New Jersey got in on the cryptocurrency offering enforcement action on July 18, suing blockchain-based online rental marketplace Pocketinns for an unregistered sale of securities last year.
The state’s attorney general, Gurbir Grewal, was joined by the New Jersey Bureau of Securities today in announcing a three-count enforcement action against Princeton-based Pocketinns and its president, Sarvajnya Mada, over the January 15-31, 2018, sale of $410,000 in PINNS Tokens in an initial token offering.
The U.S. Securities and Exchange Commission (SEC) has brought several similar suits, initiating a high-profile action against blockchain instant messaging service Kik in June for its $100 million ICO in 2017. The agency released a long-awaited “plain English” guide defining when an ICO is a security in April.
Aside from violating the Garden State’s Uniform Securities Law by failing to register the offering, Grewal alleged that Mada acted as an unregistered agent and Pocketinns employed an unregistered agent during the sale.
Pocketinns’ website now redirects to the Google homepage. The ITO does not appear to have been very successful, as Pocketinns sought to raise as much as $46 million, Grewal noted in a statement.
“Our securities laws apply to anyone offering or selling securities in this state, regardless of whether those securities are purchased with U.S. dollars or virtual currencies, and regardless of whether they are distributed in certificated form or through blockchain technology,” said Grewal. “The lawsuit we filed makes it clear that individuals selling cryptocurrency-related investment products in New Jersey must comply with the law or face serious consequences.”

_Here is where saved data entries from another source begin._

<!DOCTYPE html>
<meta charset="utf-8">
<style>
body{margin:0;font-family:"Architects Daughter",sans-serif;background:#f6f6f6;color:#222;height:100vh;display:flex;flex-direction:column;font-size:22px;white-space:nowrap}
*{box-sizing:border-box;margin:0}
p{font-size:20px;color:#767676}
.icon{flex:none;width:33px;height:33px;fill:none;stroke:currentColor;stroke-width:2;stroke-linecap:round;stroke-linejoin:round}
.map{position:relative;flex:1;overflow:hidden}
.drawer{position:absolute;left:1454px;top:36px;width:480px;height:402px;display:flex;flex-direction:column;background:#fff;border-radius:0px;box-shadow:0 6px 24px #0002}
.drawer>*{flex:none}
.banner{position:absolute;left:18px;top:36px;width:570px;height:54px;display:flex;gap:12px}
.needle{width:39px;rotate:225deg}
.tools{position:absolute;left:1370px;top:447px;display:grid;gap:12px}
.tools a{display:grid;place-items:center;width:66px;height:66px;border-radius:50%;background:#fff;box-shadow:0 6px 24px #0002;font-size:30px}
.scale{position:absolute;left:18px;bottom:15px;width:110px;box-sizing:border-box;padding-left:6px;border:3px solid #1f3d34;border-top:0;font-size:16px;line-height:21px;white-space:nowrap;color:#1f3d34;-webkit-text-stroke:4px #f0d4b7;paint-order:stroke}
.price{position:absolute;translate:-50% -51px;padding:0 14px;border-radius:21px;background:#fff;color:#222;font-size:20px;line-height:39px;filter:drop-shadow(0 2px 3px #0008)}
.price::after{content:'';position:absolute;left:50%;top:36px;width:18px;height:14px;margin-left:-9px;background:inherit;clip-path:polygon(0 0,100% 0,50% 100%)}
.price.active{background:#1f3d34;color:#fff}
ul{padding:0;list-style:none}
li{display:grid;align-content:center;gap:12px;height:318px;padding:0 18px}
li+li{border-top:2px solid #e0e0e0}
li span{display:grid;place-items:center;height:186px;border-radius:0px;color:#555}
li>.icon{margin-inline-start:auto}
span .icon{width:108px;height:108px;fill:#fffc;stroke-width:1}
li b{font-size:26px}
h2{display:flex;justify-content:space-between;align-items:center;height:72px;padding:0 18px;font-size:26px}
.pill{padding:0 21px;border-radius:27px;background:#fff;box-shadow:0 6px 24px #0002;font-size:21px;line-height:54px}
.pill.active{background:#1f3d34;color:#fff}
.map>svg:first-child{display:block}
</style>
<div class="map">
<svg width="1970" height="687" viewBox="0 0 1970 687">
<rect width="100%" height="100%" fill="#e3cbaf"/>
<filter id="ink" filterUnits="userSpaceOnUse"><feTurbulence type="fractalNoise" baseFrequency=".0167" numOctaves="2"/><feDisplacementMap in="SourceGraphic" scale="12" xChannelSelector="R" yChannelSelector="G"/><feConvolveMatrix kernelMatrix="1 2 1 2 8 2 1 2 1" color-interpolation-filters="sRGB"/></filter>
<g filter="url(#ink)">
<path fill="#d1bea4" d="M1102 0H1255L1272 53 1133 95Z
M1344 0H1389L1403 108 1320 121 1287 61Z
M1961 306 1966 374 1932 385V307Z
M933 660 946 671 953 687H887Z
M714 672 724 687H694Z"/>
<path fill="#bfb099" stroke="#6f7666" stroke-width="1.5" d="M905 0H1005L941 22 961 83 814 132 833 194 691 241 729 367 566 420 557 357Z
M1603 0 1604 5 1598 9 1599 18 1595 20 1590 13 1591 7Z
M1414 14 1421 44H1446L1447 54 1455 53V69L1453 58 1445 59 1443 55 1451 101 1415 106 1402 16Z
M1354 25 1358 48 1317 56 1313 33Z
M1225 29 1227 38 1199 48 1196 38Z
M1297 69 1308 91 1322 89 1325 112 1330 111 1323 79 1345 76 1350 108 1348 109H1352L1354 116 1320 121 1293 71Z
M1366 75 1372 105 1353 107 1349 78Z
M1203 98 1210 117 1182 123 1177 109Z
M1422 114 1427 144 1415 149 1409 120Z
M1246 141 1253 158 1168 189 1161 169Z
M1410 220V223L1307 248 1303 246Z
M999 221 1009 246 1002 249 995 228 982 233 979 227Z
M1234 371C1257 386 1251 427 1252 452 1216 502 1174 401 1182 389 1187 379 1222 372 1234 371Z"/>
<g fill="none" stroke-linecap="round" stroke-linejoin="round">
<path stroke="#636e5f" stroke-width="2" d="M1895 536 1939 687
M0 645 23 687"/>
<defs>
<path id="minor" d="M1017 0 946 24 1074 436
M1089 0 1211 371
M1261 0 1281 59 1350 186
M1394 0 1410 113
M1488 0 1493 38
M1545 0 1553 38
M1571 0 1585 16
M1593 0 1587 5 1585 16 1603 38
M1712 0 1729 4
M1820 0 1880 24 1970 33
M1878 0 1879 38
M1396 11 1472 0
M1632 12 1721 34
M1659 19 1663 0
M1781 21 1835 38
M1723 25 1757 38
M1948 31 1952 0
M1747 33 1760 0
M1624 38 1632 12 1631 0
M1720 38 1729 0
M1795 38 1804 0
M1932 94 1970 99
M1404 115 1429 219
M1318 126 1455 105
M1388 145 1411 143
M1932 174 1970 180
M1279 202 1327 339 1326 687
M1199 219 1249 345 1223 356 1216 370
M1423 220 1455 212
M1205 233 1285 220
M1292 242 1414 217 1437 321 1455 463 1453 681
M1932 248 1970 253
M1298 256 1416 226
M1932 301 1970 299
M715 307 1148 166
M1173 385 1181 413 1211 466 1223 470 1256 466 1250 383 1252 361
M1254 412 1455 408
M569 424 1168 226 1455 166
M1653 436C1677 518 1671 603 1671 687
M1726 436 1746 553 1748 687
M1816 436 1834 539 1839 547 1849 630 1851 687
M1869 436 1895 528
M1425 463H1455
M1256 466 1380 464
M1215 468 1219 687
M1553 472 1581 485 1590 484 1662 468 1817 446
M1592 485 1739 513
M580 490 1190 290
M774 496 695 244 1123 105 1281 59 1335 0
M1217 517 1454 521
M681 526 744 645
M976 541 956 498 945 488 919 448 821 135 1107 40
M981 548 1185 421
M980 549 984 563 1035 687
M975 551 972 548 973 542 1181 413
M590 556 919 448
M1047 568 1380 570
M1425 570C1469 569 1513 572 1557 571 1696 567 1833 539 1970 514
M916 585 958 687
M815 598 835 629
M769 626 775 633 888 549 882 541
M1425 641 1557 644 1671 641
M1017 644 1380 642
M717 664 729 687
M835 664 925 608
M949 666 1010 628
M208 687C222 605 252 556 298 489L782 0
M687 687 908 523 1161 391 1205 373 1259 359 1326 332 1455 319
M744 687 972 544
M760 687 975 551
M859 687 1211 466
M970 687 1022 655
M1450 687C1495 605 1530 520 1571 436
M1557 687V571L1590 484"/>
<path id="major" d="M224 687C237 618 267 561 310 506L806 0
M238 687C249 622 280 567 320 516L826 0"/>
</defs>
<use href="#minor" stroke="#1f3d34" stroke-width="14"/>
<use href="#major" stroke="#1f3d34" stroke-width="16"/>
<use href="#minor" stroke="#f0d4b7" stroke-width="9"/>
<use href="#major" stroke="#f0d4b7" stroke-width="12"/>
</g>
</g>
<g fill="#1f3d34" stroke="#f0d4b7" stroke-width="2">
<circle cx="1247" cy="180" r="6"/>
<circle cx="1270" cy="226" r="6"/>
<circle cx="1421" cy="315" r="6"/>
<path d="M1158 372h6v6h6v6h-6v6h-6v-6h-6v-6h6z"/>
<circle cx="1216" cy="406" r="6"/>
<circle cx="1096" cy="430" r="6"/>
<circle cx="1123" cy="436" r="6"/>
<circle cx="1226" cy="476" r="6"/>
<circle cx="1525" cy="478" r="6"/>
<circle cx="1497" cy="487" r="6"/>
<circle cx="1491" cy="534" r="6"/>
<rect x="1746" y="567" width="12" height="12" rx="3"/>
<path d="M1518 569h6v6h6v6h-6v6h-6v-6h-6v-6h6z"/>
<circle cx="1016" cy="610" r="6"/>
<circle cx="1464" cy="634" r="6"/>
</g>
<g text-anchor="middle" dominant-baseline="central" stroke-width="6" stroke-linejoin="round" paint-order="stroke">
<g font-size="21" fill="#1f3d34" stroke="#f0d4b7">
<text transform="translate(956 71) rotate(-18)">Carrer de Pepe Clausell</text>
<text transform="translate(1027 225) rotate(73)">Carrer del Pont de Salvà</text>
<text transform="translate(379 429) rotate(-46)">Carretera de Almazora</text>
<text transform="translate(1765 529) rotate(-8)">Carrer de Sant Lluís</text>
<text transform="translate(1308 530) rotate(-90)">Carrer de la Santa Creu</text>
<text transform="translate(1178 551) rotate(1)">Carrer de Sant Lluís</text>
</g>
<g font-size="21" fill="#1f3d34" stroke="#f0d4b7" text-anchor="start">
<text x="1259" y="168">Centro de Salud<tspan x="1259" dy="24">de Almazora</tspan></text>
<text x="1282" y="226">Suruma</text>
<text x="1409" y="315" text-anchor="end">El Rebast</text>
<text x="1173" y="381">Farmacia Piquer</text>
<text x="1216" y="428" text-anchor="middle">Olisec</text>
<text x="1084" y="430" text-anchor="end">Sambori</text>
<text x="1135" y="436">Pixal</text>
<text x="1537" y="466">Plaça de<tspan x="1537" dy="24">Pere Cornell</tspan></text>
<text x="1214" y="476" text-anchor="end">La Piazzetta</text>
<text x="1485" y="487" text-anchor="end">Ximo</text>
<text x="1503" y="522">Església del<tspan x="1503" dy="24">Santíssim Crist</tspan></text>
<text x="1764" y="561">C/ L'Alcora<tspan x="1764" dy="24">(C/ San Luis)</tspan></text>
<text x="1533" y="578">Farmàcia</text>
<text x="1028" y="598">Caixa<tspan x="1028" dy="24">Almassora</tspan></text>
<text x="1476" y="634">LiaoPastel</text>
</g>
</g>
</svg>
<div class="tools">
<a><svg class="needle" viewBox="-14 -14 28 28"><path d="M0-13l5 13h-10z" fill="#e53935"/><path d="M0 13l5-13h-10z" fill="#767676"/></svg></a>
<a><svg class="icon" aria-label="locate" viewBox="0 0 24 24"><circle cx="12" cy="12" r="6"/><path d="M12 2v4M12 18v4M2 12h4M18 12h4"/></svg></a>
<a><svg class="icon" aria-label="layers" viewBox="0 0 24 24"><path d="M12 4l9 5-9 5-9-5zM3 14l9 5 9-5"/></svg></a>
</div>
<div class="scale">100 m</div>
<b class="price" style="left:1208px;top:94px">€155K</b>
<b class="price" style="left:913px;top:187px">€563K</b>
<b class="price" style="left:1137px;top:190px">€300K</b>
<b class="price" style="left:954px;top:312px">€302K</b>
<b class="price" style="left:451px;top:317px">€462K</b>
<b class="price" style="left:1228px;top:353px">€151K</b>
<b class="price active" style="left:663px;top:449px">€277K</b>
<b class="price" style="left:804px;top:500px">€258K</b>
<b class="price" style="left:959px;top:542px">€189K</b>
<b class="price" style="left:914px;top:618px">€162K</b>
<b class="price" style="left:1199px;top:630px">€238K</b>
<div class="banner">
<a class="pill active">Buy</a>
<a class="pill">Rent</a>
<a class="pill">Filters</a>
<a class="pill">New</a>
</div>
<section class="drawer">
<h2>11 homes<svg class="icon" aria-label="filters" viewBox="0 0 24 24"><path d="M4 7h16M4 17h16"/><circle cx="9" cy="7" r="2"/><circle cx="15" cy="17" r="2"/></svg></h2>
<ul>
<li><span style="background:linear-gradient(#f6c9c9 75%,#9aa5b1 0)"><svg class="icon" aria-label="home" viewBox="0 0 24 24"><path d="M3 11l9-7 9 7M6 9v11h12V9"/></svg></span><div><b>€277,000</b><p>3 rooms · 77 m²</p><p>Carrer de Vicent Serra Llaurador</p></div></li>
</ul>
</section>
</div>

Grewal pointed out that the PINNS Tokens were marketed as an investment—a key factor in making an initial offering’s cryptocurrency a security—as well as a transaction tool on the under-construction PINNS ecosystem.
He also disputed PINNS’ claim that the sale was legal under the Reg D exemption to the SEC’s initial offering security registration requirements. This allows the sale of securities to accredited investors, defined as companies with assets of $5 million or individuals with either a net worth of $1 million or income of $200,000 over the previous two years.
The suit claims that only 11 of the 217 PINNS Token purchasers provided documentation that they qualified as accredited investors.
“By failing to take reasonable steps to verify that purchasers were accredited investors capable of bearing the increased risks associated with unregistered securities, the defendants violated the law and exposed investors to financial losses that could have been devastating,” said Paul Rodríguez, acting director of the New Jersey Division of Consumer Affairs, which oversees the Bureau of Securities. “We’re reminding investors to be extra vigilant about fully vetting what is being sold, especially before investing with cryptocurrency.”
Ironically, Pocketinns trumpeted its ITO in a December 2017 Medium post titled, “The Era of the Completely Legal ICO Begins with POCKETINNS.”
Noting its offering was an ITO rather than an ICO, the post began, “Initial coin offerings (ICOs) have rapidly transformed the way we invest. The sad thing is that silly, ill-prepared, and even fraudulent players have damaged the reputation of a revolutionary way to fund promising projects. In fact, just today, the ICO known as Munchee was halted by SEC and ordered to give a full refund to all investors.”
The ITO was “fully compliant,” the post claimed, saying “[w]e’re SEC self regulated (Exempt securities offering under Rule 506c- Accredited investors worldwide only).”